Beecheshmoroo
If you took a pair of tweezers
to your brows, your mother might not hesitate to tell you looked
like a whore
August 8, 2005
iranian.com
You cannot find a pair of bushy eyebrows anymore. They have gone the way of virgins,
that is to say, they are now the stuff of Persian fairytales
Still, I cannot seem to stop thinking about them and why they
have left us. Eyebrows have enjoyed a special place in the history
of our people. Iranians are apt to speak rapturously of a woman’s “cheshm-o-abroo.” In
describing a beautiful woman, we do not speak of her eyes alone,
but of her eyes and her eyebrows, as if they were of a piece. Their
role in supporting the beauty of a woman’s face is not merely
incidental. Eyebrows are in fact crucial.
Look at any of the Persian miniatures. Study the maidens carefully
as they recline against cushions and pour wine into the mouths
of their lovers. You will see that their eyebrows are etched with
the same meticulous care that the artist has lavished on their
lips and their bosoms.
Sadly, there is no corresponding appreciation of eyebrows in
American culture.
I learned this very early on. When I was in fifth grade a new
girl from Iran came to my class. Her name was Maryam and her eyebrows
met in the middle of her forehead. There was therefore a faint
resemblance between us, and after her arrival I could never look
at my eyebrows the same way again.
Maryam always wore her hair pulled back in ponytail, a style
that only accentuated the majestic sweep of her eyebrows.

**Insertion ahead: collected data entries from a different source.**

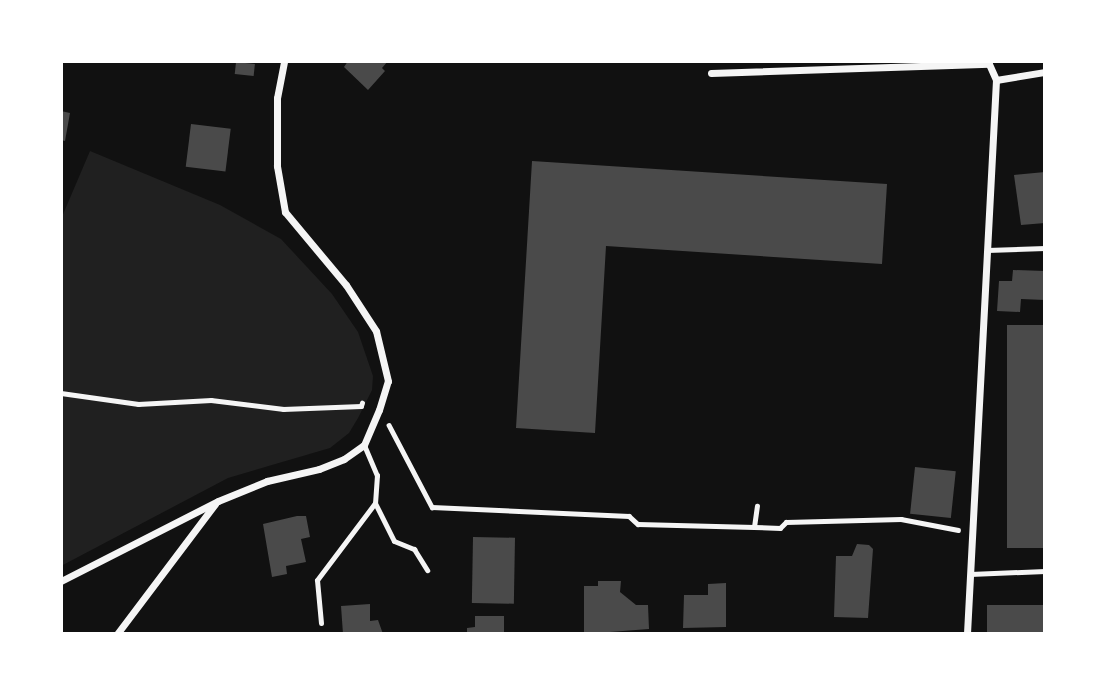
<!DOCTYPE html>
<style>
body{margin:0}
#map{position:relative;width:1106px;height:695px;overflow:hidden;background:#111;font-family:"Titillium Web",sans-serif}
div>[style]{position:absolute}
.green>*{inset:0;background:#202020}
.building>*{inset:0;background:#4a4a4a;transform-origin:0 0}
.path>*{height:4.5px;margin:-2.25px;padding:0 2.25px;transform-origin:2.25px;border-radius:2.25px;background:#f5f5f5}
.service>*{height:5px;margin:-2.5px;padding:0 2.5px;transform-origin:2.5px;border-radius:2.5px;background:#f5f5f5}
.minor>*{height:7px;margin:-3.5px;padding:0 3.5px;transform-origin:3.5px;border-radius:3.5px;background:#f5f5f5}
span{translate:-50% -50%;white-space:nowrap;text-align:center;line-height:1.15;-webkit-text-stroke:6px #fff;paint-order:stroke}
.frame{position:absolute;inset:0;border:63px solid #fff;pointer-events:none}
</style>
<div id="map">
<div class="green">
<div style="clip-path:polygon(90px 151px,220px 205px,281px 239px,332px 294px,358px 332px,373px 376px,372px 390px,358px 418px,349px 433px,330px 448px,228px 478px,61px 566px,61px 219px)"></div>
</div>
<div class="building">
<div style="clip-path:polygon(348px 61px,388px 61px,382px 68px,385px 71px,368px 90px,344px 67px)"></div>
<div style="left:236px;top:62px;width:19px;height:12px;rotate:6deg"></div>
<div style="clip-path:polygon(61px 111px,70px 113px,65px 141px,61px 140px)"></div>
<div style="left:191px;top:124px;width:40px;height:43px;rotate:7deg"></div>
<div style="clip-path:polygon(532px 161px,887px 184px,882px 264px,606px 246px,595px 433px,516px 428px)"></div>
<div style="clip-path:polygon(1045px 172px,1045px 223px,1021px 225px,1014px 175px)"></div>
<div style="clip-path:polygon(1013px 270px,1045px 271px,1045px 300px,1021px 299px,1020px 312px,997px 311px,999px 281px,1012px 281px)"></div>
<div style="left:1007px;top:325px;width:38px;height:223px"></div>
<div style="left:915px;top:467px;width:41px;height:47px;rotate:6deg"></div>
<div style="clip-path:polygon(297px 516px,306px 516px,310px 537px,301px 539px,306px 562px,286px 566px,287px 574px,272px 577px,263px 524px)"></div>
<div style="left:473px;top:537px;width:42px;height:66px;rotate:1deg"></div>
<div style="clip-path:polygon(857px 544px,869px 545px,873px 549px,868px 618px,834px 617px,836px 556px,852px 556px)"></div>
<div style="clip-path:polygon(598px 581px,621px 581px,620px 592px,636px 605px,648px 605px,649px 629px,584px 634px,584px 586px,598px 586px)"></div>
<div style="clip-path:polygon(726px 583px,726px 627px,683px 628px,684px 595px,708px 595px,708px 584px)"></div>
<div style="clip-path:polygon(370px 604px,370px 621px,378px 620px,383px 634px,343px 634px,341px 606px)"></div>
<div style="left:987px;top:605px;width:58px;height:29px"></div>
<div style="clip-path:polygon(475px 616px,504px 616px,504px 634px,467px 634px,467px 628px,475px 627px)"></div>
</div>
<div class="path">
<div style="left:61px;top:393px;width:78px;rotate:8.1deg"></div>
<div style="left:138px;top:404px;width:73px;rotate:-3.1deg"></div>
<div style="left:211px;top:400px;width:73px;rotate:7.1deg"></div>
<div style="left:283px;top:409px;width:78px;rotate:-2.2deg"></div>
<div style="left:361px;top:406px;width:3px;rotate:-72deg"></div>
<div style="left:389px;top:425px;width:93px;rotate:62.3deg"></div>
<div style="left:432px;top:507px;width:197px;rotate:2.6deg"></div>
<div style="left:629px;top:516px;width:12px;rotate:42deg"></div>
<div style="left:638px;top:524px;width:116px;rotate:1.5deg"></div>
<div style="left:754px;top:527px;width:26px;rotate:2deg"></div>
<div style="left:780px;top:528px;width:8px;rotate:-45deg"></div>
<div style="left:786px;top:522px;width:115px;rotate:-1.5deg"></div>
<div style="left:901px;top:519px;width:58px;rotate:10.9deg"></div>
<div style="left:754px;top:527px;width:21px;rotate:-82deg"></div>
</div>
<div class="service">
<div style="left:987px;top:250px;width:58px;rotate:-2deg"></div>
<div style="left:364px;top:445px;width:33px;rotate:67deg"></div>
<div style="left:377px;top:475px;width:28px;rotate:94deg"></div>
<div style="left:375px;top:503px;width:42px;rotate:63.4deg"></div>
<div style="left:394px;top:541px;width:22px;rotate:22deg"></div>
<div style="left:414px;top:549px;width:25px;rotate:58deg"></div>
<div style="left:970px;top:574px;width:75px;rotate:-2.3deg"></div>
<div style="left:321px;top:623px;width:43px;rotate:-95.3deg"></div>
<div style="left:317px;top:580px;width:96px;rotate:-53deg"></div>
</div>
<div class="minor">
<div style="left:711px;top:73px;width:278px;rotate:-1.9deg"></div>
<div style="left:989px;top:64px;width:17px;rotate:66deg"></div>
<div style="left:996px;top:80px;width:555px;rotate:93deg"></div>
<div style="left:996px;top:80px;width:50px;rotate:-9.3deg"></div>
<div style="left:61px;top:581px;width:176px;rotate:-27deg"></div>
<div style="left:218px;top:501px;width:53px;rotate:-22.2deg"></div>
<div style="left:267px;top:481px;width:53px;rotate:-13deg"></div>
<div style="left:319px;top:469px;width:27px;rotate:-22deg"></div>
<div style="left:344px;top:459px;width:24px;rotate:-35deg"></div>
<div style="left:364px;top:445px;width:38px;rotate:-67deg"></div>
<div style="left:379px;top:410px;width:30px;rotate:-73deg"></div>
<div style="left:388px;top:381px;width:51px;rotate:-103.5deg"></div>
<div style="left:376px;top:331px;width:55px;rotate:-123.1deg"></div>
<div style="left:346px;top:285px;width:95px;rotate:-129.9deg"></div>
<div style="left:285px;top:212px;width:47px;rotate:-99.9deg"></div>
<div style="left:277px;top:166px;width:68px;rotate:-90deg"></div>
<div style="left:277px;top:98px;width:38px;rotate:-79deg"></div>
<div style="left:117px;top:634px;width:163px;rotate:-53deg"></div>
</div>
<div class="frame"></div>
</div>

She also
had a habit of beginning every sentence with a high-pitched “I
theeenk” and cupping her hands under her dimpled chin as
she did this. She was a sweet girl; the accent and the eyebrows
were her only offenses. But several times a day she would be bullied
into saying “I theeenk” over and over until her black
eyes welled with tears. “Hey, listen to unibrow,” someone
would shout, and the class would be overtaken by a riot of laughter.
Let’s say that, like Maryam, you went through something
like this and were tempted to pick up a pair of tweezers. You might
as well have emerged from the bathroom with a banner across your
chest declaring, “I am a slut.” Interestingly enough,
in Iran such details of a woman’s appearance had become a
matter of political protest. You could signal your opposition to
the regime just by plucking your brows, wearing makeup, coloring
your hair. In America, eyebrow grooming among Iranian girls enjoyed
no such cachet. If your mother was anything like mine, she was
bent on keeping you in the medieval period so far as your eyebrows
and your virginity were concerned.
Ah, virginity. Isn’t this what it was all about? Why else
the intense, relentless preoccupation with appearance? Of course
traditionally a girl’s eyebrows were first plucked on her
wedding night -- just like, you guessed it, the “flower” of
her chastity.
In America the Persian fairytales faded, but the cult of virginity
survived. Yet it seems to me that to preserve one’s virginity
in point of fact was in the end perhaps less important than to
preserve the impression of virginity. If you took a pair of tweezers
to your brows, your mother might not hesitate to tell you looked
like a whore, which you would know to translate as a girl no man
would ever choose as his wife.
Though my mother’s wrath would have been far more unsettling
to me than any future I could then imagine as an unmarried woman,
I didn’t dare take my chances. My eyebrows remained unruly
for years.
As we all know, appearances can be very deceiving. Just look
at what those maidens in the miniatures have been up to all along.